Not only can different lung diseases look much the same in chest imaging, but distinct diagnoses may present widely dissimilar image patterns in the same patient at the same timepoint, too.
Those are just two of several high hurdles AI would have to consistently surmount before earning any shot at all of replacing radiologists subspecialized in pulmonary care.
Radiologist Eduardo Mortani Barbosa Jr., MD, of the University of Pennsylvania’s Perelman School of Medicine makes the point in an interview published online Sept. 16 in Pulmonology Advisor.

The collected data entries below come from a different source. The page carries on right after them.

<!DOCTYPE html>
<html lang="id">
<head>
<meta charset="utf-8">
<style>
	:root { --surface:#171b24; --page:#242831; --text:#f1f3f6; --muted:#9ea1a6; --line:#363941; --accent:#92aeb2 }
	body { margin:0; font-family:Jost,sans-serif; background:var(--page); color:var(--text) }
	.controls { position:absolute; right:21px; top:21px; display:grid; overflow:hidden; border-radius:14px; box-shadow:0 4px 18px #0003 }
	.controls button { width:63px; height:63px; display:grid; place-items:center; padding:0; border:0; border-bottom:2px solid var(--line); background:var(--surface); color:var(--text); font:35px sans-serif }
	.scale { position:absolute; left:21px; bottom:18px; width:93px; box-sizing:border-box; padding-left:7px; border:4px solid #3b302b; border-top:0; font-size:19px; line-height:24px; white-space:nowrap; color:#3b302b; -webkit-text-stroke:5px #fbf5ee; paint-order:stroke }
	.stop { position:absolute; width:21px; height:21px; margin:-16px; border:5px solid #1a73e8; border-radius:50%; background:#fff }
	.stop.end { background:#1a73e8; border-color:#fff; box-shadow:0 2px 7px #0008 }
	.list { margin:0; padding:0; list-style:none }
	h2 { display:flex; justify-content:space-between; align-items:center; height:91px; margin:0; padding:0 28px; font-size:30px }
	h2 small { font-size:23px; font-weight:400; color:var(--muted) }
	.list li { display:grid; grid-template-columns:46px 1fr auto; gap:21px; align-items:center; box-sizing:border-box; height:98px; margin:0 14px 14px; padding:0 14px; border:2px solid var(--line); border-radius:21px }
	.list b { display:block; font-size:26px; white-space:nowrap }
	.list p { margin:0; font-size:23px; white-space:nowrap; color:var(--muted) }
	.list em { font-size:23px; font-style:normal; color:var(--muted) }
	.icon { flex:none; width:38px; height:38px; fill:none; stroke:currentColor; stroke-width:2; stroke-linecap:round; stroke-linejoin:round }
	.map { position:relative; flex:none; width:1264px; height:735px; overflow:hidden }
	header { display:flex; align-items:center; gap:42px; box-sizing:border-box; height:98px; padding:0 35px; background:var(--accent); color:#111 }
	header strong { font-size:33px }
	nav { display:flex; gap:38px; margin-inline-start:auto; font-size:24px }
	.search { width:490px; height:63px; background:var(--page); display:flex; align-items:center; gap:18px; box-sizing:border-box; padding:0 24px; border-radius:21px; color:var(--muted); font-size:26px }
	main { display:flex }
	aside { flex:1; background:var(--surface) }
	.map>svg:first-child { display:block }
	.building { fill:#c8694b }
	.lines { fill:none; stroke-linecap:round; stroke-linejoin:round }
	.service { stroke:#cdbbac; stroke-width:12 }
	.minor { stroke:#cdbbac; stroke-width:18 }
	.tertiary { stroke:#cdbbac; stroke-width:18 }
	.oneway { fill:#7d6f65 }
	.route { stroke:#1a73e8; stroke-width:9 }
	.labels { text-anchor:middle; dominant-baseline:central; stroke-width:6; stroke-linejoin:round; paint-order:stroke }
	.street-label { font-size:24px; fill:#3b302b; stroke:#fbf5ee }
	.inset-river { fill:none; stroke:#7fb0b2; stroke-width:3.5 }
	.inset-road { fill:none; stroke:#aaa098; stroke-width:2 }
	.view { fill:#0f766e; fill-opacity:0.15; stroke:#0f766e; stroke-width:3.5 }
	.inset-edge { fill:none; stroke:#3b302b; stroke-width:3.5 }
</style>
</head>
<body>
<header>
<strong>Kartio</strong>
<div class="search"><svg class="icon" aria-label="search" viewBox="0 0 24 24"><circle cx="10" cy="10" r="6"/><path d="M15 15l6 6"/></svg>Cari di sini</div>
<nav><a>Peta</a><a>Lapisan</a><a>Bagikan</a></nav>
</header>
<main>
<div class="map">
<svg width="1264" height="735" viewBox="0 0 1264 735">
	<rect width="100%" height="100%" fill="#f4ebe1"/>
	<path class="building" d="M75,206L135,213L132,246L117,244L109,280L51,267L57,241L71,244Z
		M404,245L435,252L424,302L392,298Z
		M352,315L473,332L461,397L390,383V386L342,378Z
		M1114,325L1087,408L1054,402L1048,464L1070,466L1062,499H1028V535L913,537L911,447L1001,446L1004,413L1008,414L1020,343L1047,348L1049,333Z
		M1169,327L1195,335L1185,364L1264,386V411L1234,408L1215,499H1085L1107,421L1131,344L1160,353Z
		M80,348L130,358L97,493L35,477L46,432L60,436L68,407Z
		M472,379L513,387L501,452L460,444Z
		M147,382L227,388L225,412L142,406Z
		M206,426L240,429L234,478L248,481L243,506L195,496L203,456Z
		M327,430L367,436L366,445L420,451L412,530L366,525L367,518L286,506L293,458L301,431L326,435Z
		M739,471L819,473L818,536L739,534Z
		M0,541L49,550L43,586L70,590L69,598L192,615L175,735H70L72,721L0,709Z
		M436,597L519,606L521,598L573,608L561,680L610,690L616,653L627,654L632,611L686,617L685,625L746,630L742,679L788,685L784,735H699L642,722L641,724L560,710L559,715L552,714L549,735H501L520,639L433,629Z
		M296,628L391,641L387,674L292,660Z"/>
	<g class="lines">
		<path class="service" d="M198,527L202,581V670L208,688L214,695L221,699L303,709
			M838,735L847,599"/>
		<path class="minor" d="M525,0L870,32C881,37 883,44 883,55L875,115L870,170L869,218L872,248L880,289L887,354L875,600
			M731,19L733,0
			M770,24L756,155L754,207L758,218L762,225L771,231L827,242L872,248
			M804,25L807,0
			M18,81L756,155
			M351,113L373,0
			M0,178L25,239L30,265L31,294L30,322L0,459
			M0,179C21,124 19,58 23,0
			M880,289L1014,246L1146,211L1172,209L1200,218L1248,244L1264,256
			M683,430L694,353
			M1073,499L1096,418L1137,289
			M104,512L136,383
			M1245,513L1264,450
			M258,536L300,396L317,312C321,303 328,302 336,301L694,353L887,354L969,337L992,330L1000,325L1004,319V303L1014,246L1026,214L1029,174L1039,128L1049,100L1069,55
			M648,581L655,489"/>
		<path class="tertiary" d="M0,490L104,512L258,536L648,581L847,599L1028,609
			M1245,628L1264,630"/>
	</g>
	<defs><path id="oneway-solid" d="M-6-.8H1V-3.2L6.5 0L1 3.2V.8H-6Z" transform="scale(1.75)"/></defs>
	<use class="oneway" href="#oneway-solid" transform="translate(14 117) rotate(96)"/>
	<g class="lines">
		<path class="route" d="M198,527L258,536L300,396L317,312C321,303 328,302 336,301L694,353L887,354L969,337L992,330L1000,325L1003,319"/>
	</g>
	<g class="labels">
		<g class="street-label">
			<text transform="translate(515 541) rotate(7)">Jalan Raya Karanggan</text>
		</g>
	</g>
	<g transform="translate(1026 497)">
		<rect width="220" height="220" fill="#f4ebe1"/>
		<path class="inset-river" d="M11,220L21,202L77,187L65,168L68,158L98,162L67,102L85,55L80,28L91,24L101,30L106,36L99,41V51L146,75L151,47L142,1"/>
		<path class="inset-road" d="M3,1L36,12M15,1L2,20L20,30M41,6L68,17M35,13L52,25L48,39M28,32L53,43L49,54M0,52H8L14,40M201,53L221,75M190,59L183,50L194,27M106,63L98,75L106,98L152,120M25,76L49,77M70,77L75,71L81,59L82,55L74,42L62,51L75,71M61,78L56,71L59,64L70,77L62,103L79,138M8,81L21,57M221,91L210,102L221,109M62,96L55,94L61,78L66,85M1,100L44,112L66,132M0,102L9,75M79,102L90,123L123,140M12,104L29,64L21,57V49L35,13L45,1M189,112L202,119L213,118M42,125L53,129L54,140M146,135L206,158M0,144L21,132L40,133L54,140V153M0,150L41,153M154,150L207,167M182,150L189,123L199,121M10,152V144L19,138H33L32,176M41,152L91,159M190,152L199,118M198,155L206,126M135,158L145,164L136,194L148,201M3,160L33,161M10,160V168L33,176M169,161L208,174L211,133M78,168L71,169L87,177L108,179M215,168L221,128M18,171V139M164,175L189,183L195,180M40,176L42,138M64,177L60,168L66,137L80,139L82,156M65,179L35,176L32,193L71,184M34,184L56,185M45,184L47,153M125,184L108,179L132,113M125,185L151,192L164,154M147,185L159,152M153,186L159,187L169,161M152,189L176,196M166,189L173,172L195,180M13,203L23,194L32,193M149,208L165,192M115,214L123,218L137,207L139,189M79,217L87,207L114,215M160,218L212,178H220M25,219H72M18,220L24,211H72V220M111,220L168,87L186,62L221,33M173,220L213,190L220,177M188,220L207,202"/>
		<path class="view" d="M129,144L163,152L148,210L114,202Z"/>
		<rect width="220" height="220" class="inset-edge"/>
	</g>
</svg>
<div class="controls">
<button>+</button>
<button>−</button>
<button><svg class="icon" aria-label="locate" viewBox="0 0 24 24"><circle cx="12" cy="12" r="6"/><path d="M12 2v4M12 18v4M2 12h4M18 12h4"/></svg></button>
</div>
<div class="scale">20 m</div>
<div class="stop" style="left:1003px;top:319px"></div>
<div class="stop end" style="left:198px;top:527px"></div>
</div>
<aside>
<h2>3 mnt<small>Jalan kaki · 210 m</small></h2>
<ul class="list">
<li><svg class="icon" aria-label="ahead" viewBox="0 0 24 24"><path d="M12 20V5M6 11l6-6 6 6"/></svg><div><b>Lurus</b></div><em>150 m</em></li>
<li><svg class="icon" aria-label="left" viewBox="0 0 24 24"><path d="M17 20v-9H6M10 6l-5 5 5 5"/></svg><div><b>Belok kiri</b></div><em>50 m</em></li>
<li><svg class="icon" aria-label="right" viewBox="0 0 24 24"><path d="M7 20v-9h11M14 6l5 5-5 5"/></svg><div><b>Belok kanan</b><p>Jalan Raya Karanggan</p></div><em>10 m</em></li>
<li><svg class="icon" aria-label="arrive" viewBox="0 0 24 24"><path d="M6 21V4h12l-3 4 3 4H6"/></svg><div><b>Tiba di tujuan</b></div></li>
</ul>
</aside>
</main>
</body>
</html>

“[I]t is unlikely that AI systems that rely solely on imaging will replace the integrative reasoning and judgment of an astute physician, at least in the foreseeable future,” Barbosa says. “The integration of knowledge and different sources of information, combined with longitudinal assessment of patient data over time, will remain crucial for accurate diagnosis and optimal patient management.”
Writer Tori Rodriguez interviewed Barbosa together with Luciano Prevedello, MD, MPH, of The Ohio State University.
“The field [of radiological AI] is evolving quite rapidly, and many applications are receiving [FDA] approval and making their way into the clinical environment,” says Prevedello, whose areas of expertise beyond traditional radiology include medical informatics and augmented intelligence. “These tools are showing promising results and will likely have an important role in assisting us to continue to provide better care to our patients.”